Retitling Assets- the Plusses and Minuses

When I speak at gatherings of seniors where assets are considered, one topic of constant interest is whether to title or to retitle assets, when to do it, how to do it, and whether this action avoids probate or taxes.

Retitling could be done into the names of parents and adult children jointly or exclusively into the name of adult children or parents and children could purchase property and then title it in the name of all of the parties as, for instance, when they plan to live together.

When seniors title their assets jointly with their adult children or grandchildren, they often view it as one way of transferring ownership to the next generation.  This has its advantages and disadvantages.  There is no “one size fits all”.

First, many people think that titling as Joint Tenants with Right of Survivorship (JTWROS) means that money will automatically go to their children when they die without taxes.  It does go to their children but it is taxed.  Probate and taxation are not the same.  At best, the children receiving jointly titled assets may receive one-half  without being subject to Pennsylvania state inheritance taxes.  In order for this to work, the senior who makes the transfer must live for a year after adding the name to the account or all of it is pulled back into the estate.  The rate on children and other lineal descendants (grandchildren) is 4.5%.  The sibling rate is 12%.  Nieces, nephews, cousins and the more distant relatives pay the same rate as unrelated parties, 15%.  Federal estate tax does not have to be considered except in the higher brackets – think $3.5 million estate and above.  On the other hand, one consideration is that, without retitling into joint name, all of the asset could be subject to tax.

Secondly, parents and adult children both may think that joint titling of assets may be one way to prevent nursing homes from considering all of the parent’s assets when application is made for government benefits.  Actually, if the account was the parent’s initially, then adding an adult child’s name to the title when applying for skilled care does not help.  Typically, all of the assets would continue to be considered available for payment of nursing home bills despite the fact that there is an additional name on the account.

A transfer of real estate into joint name where the adult child has not contributed to the purchase can create a serious penalty period when the parent needs but cannot qualify for Medicaid.  Such a transfer should not be done lightly.

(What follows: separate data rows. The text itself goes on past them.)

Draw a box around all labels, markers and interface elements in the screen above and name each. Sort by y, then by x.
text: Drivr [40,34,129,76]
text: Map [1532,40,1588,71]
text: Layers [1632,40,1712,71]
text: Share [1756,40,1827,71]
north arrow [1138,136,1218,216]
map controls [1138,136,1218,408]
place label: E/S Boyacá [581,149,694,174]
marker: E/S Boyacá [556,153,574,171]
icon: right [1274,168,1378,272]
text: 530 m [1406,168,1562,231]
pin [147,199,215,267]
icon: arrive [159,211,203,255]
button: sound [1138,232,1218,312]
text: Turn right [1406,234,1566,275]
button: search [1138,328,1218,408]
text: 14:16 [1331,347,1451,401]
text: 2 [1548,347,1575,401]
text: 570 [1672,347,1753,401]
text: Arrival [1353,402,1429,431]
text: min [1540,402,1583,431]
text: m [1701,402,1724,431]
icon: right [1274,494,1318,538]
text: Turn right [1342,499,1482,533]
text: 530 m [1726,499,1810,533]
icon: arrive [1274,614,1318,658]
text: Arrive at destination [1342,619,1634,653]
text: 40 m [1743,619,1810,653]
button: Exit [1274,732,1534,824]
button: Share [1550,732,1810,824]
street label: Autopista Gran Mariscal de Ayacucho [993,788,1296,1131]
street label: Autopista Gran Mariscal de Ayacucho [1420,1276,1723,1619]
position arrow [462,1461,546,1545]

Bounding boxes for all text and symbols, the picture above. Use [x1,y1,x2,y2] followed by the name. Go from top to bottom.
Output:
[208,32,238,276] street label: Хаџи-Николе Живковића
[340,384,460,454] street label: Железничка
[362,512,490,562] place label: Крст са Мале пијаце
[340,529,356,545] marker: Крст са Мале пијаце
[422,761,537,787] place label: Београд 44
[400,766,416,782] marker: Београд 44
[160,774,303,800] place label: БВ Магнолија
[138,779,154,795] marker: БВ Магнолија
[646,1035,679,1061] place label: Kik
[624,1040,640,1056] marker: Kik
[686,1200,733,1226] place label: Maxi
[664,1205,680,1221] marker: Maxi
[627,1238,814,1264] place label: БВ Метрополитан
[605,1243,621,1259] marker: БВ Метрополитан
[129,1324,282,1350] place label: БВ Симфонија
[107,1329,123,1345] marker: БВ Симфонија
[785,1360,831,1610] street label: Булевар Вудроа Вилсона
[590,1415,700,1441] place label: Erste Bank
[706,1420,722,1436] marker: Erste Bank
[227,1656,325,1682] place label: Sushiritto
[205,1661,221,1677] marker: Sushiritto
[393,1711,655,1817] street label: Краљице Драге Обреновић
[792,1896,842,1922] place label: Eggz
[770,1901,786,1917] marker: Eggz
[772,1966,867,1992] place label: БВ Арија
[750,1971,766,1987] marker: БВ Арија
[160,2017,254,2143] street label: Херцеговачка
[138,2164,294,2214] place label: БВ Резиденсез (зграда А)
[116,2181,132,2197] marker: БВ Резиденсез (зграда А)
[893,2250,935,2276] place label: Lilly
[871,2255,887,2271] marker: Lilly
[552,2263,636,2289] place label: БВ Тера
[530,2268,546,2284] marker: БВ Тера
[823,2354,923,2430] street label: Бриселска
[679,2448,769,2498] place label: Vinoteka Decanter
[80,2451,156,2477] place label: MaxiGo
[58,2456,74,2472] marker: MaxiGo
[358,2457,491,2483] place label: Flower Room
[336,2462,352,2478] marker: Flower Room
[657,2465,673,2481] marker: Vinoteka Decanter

On the other hand, jointly purchasing a new residence where all of the parties will live and where they all contribute to the purchase price can be an excellent strategy in the right case.  If titled as “joint tenants with right of survivorship,” the property is protected during the parent’s life as exempt from Medicaid and protected after her or his death because it is not probate property.  This has to be done carefully to avoid penalties or uneven contributions and a family agreement should be prepared with the assistance of an elder law attorney.

Joint titling sometimes results in “lopsided” inheritances.  Where there is more than one adult child, jointly titling a bank account with only one of them will likely mean that adult child co-owner will inherit all of it on death leaving the remaining brothers and sisters without an equal share unless the adult child who inherits then disclaims or shares her inheritance with the rest of the family.

Seniors should think long and hard before retitling their assets exclusively in the name of adult children.

Here are some potential scenarios.

  • The Ingratitude Problem  —  Mom and Dad buy a house for son and daughter-in-law and title it in son and daughter-in-law’s name..   Dad dies and Mom has difficulty relating to daughter-in-law.  Since there was no agreement what to do in this circumstance, and Mom does not have her name on the title, Mom might end up moving from her own house with no funds and no equity in a residence.  It is not easy to start over.
  • The Divorce or Creditor Problem.   Suppose Son and Daughter-in-Law divorce or son is sued.  The house that really belonged to Mom and Dad is now considered an available resource in a divorce or in a law suit. If you need help with child custody modification, then you can check it out here! You may also seek the services of a custody attorney or divorce lawyers to assist you.

The titling and retitling of assets is a very tricky act and should be done only with full understanding of the consequences. To be certain that this process is the best option for your particular circumstances, consult with a divorce attorney.

About the Author Janet Colliton

Esquire, Colliton Law Associates, P.C. Janet Colliton has practiced law for over 38 years, 37 of them in Chester County, Pennsylvania, a suburb of Philadelphia. Her practice, Colliton Law Associates, PC, is limited to elder law, Medicaid, including advice, applications and appeals, and other benefits planning including Veterans benefits, life care and special needs planning, guardianships, retirement, and estate planning and administration.